Bug 343848

Summary: simon model compilation fails, stuck at 20%. filename encoding
Product: [Applications] simon Reporter: Dimitrios Papantoniou <papantoniou.dimitris>
Component: simonAssignee: Peter Grasch <me>
Status: RESOLVED FIXED    
Severity: grave CC: papantoniou.dimitris
Priority: NOR    
Version: 0.4.1   
Target Milestone: ---   
Platform: Ubuntu   
OS: Linux   
URL: http://codeviewer.org/view/code:493a
Latest Commit: Version Fixed In:

Description Dimitrios Papantoniou 2015-02-06 02:22:25 UTC
Both simon and sam are stuck at 20% for a couple of minutes and then i get an error log (attached) plus a message that i dont have a large enough training corpus.

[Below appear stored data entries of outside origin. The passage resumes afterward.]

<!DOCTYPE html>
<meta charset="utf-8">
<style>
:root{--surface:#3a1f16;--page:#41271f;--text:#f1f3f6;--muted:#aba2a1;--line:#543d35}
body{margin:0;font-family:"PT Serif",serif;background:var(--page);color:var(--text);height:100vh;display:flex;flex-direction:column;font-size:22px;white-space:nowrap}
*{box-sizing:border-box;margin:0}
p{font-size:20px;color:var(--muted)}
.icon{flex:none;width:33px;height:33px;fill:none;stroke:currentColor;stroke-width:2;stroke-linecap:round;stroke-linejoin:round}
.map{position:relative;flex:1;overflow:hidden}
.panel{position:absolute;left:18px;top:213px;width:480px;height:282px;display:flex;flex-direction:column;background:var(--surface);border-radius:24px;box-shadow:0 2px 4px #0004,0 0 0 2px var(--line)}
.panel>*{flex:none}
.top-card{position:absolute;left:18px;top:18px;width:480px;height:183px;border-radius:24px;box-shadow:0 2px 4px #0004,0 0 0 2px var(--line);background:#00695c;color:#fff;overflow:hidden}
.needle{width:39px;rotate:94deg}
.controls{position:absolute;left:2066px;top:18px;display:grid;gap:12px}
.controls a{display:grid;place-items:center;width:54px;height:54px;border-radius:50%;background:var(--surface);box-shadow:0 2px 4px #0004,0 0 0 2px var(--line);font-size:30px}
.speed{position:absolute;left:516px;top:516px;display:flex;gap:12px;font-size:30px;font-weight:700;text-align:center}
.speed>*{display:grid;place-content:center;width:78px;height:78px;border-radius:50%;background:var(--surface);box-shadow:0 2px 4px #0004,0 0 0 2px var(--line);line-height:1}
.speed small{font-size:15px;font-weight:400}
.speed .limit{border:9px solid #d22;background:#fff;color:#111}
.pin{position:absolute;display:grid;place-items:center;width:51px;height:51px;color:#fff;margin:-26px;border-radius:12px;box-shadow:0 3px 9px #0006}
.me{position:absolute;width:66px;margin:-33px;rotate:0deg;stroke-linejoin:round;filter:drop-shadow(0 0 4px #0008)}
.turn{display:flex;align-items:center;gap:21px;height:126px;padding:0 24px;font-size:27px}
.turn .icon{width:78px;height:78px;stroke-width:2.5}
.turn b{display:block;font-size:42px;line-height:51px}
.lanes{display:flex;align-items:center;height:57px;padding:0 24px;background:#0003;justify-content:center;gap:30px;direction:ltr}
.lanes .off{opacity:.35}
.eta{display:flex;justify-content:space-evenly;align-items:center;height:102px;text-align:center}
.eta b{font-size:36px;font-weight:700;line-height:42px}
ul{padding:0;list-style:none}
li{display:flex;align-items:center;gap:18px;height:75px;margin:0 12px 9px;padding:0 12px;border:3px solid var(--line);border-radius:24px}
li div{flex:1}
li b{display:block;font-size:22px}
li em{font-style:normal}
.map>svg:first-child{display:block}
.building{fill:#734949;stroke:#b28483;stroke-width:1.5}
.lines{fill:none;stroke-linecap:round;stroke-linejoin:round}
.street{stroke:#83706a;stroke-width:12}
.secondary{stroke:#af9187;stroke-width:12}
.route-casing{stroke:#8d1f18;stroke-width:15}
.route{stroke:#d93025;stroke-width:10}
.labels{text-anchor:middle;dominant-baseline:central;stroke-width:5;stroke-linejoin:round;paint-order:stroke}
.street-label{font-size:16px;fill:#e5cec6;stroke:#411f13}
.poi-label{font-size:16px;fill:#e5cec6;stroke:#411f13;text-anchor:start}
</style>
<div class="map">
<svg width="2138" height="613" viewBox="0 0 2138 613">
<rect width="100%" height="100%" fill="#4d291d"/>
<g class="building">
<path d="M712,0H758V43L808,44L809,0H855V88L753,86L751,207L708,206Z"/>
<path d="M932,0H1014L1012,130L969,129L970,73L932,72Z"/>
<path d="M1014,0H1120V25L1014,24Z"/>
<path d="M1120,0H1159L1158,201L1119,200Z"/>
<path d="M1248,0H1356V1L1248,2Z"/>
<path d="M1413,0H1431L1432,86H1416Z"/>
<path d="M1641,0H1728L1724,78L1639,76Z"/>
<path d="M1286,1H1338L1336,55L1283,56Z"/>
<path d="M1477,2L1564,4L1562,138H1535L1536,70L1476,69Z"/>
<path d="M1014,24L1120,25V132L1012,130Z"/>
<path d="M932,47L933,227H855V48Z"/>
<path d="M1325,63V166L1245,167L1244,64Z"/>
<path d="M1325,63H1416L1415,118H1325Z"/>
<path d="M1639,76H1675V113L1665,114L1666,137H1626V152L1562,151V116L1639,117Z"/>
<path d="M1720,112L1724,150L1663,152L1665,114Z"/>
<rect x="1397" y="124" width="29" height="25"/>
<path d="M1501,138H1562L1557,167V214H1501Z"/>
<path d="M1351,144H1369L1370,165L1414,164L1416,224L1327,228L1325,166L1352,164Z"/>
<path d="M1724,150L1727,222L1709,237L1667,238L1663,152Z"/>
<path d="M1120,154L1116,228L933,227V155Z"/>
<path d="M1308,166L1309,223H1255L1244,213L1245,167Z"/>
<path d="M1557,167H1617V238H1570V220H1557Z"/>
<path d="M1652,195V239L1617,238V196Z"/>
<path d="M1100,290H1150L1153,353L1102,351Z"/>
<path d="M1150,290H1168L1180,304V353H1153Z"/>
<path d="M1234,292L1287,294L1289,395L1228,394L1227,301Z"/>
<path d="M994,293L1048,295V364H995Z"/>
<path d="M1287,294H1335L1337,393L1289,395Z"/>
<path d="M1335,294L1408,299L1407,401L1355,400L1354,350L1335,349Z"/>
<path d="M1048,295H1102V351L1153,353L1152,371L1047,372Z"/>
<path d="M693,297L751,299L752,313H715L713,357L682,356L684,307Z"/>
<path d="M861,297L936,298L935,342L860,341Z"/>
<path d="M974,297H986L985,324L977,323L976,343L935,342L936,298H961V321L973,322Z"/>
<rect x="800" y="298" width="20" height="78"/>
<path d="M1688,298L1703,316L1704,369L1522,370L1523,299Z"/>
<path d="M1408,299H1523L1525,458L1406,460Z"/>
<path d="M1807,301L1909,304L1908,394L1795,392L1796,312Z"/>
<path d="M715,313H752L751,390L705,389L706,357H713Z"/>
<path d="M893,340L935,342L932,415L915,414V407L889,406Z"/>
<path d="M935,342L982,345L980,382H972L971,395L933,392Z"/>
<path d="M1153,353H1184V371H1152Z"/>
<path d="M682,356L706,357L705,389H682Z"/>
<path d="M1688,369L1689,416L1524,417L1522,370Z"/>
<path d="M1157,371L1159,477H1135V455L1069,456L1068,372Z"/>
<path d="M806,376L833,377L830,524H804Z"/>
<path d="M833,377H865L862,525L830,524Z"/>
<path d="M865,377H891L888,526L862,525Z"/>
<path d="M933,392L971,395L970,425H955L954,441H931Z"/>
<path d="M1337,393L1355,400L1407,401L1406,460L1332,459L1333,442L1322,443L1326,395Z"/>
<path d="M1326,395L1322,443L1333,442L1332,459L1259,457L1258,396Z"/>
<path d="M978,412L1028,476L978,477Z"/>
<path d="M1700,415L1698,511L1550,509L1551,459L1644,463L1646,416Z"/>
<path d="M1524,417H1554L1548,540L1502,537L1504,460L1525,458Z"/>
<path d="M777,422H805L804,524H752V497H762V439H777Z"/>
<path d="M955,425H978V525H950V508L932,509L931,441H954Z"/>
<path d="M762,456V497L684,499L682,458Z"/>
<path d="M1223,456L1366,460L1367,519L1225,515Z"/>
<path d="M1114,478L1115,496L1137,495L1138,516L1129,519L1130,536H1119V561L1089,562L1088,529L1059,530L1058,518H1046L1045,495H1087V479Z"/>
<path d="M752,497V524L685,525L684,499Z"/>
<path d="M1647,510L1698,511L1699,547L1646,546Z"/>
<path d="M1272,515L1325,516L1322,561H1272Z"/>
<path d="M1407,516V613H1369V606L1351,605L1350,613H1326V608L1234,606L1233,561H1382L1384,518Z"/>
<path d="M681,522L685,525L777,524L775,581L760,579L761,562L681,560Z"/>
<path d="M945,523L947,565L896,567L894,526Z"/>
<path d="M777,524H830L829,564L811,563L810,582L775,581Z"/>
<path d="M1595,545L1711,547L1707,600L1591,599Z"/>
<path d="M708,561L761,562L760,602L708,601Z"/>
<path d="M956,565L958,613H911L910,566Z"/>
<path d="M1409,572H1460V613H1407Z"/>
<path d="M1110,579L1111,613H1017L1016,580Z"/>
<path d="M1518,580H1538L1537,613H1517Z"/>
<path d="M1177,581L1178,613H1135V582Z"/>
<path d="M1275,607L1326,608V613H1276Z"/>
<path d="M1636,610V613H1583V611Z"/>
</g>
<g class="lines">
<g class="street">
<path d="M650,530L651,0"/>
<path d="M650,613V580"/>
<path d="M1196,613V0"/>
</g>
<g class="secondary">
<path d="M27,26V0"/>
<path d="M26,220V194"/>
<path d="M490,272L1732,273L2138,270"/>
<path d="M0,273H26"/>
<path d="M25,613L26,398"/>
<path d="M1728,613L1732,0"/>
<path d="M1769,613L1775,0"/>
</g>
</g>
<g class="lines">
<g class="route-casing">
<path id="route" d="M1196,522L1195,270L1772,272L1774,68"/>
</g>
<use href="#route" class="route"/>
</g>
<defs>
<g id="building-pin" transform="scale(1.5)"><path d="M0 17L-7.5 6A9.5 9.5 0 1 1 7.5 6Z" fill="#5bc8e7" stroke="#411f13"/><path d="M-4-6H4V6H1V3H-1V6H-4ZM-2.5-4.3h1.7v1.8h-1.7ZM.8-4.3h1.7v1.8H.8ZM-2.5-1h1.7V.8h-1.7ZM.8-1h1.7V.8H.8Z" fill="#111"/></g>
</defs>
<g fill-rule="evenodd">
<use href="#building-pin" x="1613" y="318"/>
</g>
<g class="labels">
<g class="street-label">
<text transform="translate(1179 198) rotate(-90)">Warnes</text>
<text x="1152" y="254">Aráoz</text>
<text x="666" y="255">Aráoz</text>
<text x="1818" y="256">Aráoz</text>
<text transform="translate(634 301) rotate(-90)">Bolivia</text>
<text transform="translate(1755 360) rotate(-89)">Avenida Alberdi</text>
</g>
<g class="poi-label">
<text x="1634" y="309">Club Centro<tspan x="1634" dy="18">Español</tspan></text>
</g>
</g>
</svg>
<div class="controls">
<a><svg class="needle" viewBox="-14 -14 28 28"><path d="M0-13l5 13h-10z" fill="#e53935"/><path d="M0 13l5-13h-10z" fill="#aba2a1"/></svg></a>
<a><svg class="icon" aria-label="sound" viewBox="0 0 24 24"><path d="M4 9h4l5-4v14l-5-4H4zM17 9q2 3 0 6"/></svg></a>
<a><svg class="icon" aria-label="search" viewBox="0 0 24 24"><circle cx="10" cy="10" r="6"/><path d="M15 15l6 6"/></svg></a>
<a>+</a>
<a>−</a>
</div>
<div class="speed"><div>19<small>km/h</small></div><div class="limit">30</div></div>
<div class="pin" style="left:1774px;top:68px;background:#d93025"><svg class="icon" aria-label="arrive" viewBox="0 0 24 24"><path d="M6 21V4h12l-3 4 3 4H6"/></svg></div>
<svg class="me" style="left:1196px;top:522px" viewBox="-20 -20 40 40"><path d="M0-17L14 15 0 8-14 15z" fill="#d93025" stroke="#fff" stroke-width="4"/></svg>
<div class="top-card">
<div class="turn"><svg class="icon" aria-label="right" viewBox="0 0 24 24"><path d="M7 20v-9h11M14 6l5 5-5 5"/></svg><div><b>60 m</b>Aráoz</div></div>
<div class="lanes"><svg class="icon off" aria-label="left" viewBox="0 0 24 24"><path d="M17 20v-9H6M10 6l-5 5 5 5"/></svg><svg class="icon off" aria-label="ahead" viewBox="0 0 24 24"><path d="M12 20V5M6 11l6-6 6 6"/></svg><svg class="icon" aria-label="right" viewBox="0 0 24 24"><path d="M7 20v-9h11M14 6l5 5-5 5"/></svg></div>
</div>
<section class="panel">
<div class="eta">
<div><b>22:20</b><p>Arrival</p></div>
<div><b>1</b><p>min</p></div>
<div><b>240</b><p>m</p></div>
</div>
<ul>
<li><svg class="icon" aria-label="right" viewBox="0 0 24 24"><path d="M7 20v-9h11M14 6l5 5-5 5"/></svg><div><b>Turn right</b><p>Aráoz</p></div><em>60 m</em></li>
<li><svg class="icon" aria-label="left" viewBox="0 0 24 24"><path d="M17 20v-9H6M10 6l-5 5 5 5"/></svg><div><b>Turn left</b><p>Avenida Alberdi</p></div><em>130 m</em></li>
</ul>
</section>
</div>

I have some 200 recordings though. In summer i had also recorded several hours of speech, at least a couple of thousand sentence-long samples in another machine, but i was getting precisely the same error messages.
There is another thing that worries me. If you take a look at the error log the fine names for the greek sound files consist of unrecognizable characters. I went in the simon dir, and all file names look like this. This must be something with 0.4 series, i checked an old 0.3 installation on an old machine and file names looked normal. It is also simon specific, happens both in suse and ubuntu/mint. Can it be related to the error? It does give a whole lot of warnings in the error log.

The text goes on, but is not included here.